Below is a block of records. Copy every line in it that contains the word "names".

--- --- ---

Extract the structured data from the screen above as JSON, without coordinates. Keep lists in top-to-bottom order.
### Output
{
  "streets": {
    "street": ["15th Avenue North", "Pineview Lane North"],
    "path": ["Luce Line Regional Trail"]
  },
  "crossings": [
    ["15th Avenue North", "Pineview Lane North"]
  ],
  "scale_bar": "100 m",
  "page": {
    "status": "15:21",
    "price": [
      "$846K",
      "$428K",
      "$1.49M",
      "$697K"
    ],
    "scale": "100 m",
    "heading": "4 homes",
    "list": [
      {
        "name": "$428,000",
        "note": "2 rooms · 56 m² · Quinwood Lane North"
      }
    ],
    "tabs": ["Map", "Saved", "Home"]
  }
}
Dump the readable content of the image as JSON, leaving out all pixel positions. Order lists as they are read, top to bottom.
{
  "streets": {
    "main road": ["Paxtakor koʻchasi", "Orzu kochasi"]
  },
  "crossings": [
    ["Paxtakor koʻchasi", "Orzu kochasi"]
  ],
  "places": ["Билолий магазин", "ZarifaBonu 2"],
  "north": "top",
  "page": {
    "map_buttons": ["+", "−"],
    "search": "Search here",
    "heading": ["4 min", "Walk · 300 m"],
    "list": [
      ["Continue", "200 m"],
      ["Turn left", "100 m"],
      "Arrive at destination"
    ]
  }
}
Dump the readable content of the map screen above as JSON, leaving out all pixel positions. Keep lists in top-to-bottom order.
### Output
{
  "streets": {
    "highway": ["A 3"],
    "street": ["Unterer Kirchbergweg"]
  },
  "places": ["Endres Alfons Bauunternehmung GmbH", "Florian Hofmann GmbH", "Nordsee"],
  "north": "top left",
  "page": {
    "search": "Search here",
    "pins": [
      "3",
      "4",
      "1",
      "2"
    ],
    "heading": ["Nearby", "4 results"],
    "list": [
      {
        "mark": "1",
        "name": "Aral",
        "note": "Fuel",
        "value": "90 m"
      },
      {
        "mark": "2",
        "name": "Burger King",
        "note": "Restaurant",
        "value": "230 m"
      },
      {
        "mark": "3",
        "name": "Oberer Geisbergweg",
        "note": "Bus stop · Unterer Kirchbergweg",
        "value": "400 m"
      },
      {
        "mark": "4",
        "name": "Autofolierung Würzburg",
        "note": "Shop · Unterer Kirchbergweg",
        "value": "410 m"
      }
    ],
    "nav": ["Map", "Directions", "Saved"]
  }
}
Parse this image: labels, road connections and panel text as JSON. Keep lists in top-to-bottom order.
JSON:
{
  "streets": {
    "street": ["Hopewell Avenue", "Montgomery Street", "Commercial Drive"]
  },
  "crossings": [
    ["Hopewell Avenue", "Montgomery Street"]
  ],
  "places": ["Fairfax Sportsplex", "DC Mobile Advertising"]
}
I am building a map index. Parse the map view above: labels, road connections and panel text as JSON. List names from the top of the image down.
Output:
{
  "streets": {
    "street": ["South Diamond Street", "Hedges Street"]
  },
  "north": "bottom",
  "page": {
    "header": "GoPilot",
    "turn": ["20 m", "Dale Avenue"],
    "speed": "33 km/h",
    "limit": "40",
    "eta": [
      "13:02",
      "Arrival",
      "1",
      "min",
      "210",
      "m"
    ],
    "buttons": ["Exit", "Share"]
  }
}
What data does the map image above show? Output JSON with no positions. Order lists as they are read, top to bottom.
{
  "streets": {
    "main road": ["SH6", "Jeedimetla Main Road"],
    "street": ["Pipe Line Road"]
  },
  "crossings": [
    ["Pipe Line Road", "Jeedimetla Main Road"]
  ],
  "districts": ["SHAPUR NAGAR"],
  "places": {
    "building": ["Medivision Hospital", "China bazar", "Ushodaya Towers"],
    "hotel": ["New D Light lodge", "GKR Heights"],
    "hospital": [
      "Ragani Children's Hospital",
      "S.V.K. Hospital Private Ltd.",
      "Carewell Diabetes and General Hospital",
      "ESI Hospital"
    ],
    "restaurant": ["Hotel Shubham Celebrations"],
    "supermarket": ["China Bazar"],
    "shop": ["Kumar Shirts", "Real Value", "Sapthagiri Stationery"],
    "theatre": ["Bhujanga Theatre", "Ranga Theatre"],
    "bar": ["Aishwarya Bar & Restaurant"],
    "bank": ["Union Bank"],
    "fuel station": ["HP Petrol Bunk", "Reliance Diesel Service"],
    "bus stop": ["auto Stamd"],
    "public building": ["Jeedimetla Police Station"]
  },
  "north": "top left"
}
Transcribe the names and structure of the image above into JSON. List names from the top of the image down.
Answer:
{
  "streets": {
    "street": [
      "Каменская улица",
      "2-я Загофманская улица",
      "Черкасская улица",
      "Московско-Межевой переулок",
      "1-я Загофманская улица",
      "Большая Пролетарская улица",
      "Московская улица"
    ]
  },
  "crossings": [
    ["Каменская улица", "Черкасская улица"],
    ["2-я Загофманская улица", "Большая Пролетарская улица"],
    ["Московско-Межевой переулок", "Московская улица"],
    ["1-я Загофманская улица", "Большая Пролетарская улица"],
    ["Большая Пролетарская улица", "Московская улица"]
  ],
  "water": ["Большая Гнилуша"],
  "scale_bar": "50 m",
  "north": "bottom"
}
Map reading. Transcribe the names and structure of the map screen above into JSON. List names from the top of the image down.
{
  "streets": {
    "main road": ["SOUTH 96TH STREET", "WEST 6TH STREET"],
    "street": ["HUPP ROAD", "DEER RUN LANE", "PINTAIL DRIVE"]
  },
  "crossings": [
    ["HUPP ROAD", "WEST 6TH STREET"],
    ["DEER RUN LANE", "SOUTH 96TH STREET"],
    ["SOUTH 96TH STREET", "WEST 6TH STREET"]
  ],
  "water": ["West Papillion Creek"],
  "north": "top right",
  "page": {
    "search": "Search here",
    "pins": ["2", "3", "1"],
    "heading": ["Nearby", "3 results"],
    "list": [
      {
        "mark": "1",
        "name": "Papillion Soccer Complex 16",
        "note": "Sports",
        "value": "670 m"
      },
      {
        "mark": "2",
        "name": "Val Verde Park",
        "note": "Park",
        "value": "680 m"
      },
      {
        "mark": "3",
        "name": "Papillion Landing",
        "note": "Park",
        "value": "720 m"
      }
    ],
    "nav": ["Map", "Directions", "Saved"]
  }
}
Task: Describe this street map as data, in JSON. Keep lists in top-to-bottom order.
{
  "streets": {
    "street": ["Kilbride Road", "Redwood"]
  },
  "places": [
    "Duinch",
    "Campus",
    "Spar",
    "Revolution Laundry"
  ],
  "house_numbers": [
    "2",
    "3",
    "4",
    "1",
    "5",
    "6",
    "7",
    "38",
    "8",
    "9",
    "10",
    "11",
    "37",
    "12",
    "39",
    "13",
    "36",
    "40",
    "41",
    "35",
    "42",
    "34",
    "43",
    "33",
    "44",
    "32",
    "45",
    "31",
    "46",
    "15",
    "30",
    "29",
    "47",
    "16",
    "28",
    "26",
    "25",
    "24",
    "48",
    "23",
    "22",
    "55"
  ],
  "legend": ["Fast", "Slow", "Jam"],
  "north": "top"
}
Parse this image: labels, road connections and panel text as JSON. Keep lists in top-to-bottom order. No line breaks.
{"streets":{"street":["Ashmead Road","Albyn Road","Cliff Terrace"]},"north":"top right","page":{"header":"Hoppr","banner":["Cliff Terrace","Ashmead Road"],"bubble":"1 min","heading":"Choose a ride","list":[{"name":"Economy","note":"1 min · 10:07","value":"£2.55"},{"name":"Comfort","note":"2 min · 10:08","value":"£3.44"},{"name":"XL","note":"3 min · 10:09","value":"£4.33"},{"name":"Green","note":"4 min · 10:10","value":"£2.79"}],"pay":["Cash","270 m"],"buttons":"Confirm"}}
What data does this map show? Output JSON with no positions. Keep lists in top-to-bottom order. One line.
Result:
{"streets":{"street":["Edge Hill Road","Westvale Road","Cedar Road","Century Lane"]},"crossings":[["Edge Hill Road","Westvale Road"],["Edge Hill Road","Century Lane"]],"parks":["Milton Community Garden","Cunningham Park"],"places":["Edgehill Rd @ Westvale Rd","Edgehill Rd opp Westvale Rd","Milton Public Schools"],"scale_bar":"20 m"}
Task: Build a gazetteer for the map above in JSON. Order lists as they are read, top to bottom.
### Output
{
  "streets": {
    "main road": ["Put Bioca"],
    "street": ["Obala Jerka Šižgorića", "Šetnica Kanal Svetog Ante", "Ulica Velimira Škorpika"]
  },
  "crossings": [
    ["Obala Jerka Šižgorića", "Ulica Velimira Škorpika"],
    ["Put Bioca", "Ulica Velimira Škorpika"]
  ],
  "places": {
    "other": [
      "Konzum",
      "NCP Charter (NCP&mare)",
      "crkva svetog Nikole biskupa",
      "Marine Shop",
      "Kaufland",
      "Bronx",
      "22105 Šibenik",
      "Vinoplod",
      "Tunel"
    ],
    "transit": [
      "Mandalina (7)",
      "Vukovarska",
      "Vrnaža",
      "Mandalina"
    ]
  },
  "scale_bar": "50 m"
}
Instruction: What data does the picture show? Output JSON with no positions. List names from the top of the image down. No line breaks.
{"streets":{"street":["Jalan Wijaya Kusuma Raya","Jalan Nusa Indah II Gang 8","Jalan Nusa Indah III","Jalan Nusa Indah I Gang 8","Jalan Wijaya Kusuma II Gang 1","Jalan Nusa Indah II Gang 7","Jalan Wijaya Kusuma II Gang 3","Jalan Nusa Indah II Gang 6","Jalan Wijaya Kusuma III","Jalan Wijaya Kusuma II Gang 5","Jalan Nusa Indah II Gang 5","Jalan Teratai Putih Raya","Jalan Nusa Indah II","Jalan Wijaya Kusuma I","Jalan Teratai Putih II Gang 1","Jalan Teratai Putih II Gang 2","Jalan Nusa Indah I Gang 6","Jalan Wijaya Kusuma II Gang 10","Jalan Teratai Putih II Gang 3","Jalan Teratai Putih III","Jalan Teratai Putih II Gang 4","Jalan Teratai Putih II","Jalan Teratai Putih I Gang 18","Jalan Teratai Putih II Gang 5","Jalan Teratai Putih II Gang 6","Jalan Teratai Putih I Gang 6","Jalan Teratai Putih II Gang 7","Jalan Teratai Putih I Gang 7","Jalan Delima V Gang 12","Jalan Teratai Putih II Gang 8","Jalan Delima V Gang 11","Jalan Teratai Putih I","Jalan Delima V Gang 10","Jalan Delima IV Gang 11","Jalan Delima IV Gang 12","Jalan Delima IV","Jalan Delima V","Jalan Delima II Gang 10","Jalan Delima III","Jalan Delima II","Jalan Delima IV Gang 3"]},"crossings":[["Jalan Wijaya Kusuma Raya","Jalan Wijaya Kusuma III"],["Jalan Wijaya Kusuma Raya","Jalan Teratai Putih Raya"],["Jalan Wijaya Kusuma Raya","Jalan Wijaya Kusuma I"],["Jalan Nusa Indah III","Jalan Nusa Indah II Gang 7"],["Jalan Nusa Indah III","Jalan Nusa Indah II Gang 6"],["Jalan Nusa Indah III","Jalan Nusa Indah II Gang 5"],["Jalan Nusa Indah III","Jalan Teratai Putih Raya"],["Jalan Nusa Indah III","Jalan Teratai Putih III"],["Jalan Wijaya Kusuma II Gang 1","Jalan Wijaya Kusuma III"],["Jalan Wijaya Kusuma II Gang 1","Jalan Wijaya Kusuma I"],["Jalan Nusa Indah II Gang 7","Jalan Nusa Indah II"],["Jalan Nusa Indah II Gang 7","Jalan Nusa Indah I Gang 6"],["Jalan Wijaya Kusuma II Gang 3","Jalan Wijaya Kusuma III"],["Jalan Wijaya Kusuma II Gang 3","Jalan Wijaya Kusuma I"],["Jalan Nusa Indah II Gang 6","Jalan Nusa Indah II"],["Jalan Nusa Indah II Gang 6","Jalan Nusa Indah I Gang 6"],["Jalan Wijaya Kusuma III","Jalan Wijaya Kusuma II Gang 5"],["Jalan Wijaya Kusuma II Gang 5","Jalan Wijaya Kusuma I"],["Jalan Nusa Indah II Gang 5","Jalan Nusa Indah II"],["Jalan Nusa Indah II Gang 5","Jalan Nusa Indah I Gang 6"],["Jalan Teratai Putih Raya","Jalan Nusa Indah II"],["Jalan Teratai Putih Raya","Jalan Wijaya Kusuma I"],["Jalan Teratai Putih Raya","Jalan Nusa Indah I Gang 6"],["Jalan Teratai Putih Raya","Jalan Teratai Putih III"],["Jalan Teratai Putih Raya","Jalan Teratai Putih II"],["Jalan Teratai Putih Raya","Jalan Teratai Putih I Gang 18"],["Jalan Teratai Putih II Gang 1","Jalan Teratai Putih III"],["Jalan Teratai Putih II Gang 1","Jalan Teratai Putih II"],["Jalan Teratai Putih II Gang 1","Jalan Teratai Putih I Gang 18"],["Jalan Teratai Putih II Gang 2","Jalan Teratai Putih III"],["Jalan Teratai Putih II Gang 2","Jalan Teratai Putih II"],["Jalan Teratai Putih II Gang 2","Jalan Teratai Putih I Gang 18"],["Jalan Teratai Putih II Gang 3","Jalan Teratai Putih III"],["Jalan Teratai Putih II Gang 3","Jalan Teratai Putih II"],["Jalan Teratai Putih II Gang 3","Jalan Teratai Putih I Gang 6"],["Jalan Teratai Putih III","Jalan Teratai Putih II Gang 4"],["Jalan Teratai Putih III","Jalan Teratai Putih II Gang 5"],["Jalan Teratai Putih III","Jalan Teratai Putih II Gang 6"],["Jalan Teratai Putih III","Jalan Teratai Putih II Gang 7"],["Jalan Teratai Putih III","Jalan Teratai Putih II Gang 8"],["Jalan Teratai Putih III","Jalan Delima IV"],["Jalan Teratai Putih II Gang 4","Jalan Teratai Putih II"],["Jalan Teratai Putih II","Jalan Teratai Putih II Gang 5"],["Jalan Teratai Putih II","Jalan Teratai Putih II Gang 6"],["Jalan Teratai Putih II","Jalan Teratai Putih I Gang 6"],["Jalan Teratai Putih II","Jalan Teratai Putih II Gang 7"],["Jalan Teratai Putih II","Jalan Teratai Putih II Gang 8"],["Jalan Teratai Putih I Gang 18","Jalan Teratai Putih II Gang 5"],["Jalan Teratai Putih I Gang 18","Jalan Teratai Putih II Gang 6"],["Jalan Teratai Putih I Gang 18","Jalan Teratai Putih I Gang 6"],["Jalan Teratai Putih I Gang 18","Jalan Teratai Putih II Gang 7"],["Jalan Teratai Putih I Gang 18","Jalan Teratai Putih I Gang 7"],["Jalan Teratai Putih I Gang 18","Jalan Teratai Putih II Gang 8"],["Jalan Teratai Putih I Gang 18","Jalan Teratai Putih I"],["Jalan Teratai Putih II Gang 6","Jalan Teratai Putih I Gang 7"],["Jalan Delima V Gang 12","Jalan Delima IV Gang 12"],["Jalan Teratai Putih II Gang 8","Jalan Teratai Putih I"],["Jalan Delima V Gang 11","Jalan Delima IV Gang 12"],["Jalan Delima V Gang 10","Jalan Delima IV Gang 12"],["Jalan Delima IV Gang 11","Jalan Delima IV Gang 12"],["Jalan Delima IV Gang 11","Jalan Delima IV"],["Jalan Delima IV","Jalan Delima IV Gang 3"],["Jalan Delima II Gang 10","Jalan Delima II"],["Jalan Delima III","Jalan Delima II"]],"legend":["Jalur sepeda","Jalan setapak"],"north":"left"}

--- --- ---

(EXPECTED OUTPUT)
I am building a map index. Parse the map view above: labels, road connections and panel text as JSON. List names from the top of the image down.
Transcribe the names and structure of the image above into JSON. List names from the top of the image down.
Map reading. Transcribe the names and structure of the map screen above into JSON. List names from the top of the image down.
Instruction: What data does the picture show? Output JSON with no positions. List names from the top of the image down. No line breaks.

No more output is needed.